A stamp must be affixed to a letter in order to serve its intended purpose. To accomplish this, the vast majority of stamps are gummed. Some stamps, like the ones the Dutch sent to their Asian and West Indian colonies, were sold and sent without gum. In the nineteenth century, a long boat trip to a hot climate in a humid hull meant that gummed stamps would arrive stuck together and had to be soaked in water to separate them, thereby losing their gum anyway. Sometimes the stamps were gummed upon arrival in the colony; though in India, the first issue was never gummed. The Danish West Indies (the American Virgin Islands after they were sold to the United States) issued the same stamp two ways over the years; either gummed in Denmark or gummed locally.
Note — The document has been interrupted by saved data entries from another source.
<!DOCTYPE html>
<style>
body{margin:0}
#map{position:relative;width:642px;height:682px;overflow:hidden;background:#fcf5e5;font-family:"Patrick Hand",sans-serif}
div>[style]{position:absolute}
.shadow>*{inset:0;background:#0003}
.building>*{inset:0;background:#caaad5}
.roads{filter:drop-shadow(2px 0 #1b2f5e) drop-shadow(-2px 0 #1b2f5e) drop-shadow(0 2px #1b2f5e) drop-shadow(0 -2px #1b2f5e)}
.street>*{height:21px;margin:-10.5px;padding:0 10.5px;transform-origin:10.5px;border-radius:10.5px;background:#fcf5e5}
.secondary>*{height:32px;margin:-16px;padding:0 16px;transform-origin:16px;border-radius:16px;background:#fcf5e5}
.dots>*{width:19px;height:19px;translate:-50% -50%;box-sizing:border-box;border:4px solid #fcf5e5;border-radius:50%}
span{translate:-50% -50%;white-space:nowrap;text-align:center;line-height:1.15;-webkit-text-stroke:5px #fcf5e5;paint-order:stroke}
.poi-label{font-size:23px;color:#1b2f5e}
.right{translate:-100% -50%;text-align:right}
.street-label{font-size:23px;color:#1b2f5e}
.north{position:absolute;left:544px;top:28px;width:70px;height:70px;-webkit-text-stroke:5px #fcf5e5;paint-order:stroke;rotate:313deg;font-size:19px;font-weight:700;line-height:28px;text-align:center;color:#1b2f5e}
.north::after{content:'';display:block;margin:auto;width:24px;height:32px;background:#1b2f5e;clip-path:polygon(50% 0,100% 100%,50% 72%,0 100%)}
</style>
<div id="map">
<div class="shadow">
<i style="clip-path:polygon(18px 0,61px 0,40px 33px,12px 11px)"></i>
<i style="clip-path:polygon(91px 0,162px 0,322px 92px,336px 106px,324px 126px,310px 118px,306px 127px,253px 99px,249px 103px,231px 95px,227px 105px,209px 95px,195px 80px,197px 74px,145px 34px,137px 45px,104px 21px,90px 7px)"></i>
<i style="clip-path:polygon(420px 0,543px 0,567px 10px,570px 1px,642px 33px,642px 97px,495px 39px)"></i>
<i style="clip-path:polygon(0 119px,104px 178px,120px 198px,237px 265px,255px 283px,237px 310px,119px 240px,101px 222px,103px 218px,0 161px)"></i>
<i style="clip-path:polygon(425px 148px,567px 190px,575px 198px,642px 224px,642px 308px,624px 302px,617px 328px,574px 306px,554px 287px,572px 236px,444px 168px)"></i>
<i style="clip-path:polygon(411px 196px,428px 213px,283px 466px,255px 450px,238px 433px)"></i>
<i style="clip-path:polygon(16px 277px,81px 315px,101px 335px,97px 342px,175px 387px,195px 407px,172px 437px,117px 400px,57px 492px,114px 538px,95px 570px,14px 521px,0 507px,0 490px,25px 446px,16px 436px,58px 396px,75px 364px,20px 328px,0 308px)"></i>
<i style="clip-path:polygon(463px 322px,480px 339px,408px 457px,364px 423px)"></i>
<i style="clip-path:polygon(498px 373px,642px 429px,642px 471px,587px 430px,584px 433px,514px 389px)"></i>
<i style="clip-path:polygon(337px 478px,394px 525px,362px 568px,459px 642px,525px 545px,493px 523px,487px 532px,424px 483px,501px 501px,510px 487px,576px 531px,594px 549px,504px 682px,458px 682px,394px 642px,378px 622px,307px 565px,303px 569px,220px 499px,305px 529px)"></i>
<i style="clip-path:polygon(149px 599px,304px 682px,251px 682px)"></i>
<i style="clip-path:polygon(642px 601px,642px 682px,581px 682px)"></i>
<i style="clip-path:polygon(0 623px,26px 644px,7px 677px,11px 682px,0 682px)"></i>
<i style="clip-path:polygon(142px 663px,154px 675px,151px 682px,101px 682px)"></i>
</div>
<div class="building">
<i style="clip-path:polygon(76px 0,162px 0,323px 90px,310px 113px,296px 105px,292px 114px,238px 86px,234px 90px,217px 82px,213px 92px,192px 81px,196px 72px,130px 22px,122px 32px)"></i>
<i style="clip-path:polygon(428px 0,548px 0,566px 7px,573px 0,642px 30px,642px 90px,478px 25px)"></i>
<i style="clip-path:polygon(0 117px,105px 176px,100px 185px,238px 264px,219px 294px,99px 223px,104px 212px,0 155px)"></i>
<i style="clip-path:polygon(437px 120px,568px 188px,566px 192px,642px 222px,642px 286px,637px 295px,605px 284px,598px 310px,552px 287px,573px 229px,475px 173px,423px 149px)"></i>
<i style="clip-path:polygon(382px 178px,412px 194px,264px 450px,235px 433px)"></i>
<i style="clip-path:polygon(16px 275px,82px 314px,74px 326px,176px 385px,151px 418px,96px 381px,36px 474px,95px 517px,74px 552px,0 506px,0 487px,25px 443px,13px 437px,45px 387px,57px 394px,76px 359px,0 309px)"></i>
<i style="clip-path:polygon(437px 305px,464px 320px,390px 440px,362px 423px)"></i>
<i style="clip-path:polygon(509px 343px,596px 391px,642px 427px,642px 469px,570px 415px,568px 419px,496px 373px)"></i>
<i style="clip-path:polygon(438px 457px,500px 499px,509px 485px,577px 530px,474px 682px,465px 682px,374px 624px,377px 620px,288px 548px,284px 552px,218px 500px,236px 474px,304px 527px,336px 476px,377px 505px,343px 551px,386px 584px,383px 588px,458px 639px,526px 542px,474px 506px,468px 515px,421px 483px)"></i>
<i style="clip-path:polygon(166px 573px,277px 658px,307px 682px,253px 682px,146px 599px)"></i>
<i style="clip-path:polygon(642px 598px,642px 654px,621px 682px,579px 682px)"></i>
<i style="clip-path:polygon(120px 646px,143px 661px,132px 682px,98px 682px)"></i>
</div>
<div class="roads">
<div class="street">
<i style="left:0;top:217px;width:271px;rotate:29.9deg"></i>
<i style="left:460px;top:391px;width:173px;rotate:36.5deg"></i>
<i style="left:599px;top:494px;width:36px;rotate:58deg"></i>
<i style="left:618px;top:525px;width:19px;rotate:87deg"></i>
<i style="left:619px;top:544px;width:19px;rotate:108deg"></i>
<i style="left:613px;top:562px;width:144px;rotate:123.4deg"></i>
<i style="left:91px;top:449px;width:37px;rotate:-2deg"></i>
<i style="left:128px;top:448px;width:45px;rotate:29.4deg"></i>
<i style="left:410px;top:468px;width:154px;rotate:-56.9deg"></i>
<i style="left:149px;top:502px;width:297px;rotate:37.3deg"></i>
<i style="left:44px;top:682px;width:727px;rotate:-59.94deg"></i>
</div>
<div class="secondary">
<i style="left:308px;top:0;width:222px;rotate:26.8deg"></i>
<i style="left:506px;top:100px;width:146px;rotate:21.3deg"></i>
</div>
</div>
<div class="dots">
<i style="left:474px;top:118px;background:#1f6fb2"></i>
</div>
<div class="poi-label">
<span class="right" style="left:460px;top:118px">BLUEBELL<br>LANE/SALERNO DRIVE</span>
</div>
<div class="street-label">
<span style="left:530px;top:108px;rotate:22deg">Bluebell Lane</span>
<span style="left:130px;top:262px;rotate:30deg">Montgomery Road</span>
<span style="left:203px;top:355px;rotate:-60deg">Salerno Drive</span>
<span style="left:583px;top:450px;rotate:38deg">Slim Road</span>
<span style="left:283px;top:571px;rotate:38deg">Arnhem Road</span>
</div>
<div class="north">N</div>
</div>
The gum on most early stamps posed a problem for early stamp producers. In the United States, newspaper editorials routinely complained that the stamps would not stick when moistened and that the taste of the gum was objectionable. The government was in a bind. To make the gum stickier would have meant having to apply it more thickly, which besides raising production costs would have caused the sheets of stamps to curl even more than they were already prone to do. Gum was applied wet to the printed sheets of stamps and, as it dried, it contracted, forcing the sheets into tight little rolls. Modern gumming avoids this by “breaking” the gum as it is placed on the stamp. Breaking occurs immediately after gumming, with the paper being pulled in the opposite direction from the curl, setting up small ridges or lines that, ideally, keep the stamps from curling. This method dates from early in the twentieth century. The stamps that the newspaper publishers complained about were kept from curling by hanging them to dry in sheets with weights attached at the bottom— a method that prevented curling only as long as the weights were on.

Gum is a major problem for stamp collectors, too. Many old stamps— such as the first issues of Denmark— have gum that just doesn’t want to come off. It has cracked and solidified over the years until it has a consistency similar to plaster. Some gums contain sulfur, like the gum used on Germany’s 1936 Ostropa souvenir sheet (a specially prepared issue for philatelists that had postal validity as well), which reacts with water vapor in the air to produce minute amounts of sulfuric acid. The acid is too weak to harm a collector’s hands, but sheets that have not had the gum removed have now mostly disintegrated. Until about 1890, gum was of such poor quality that collectors routinely washed it off. In the last eighty years, however, collectors have reversed their previous aversion to gum with such vigor that it seems almost as if they are atoning for earlier sins. Pendulums swing; although we will be talking a lot more about gum, it would be wise to remember that gum is just one attribute of a stamp in mint condition.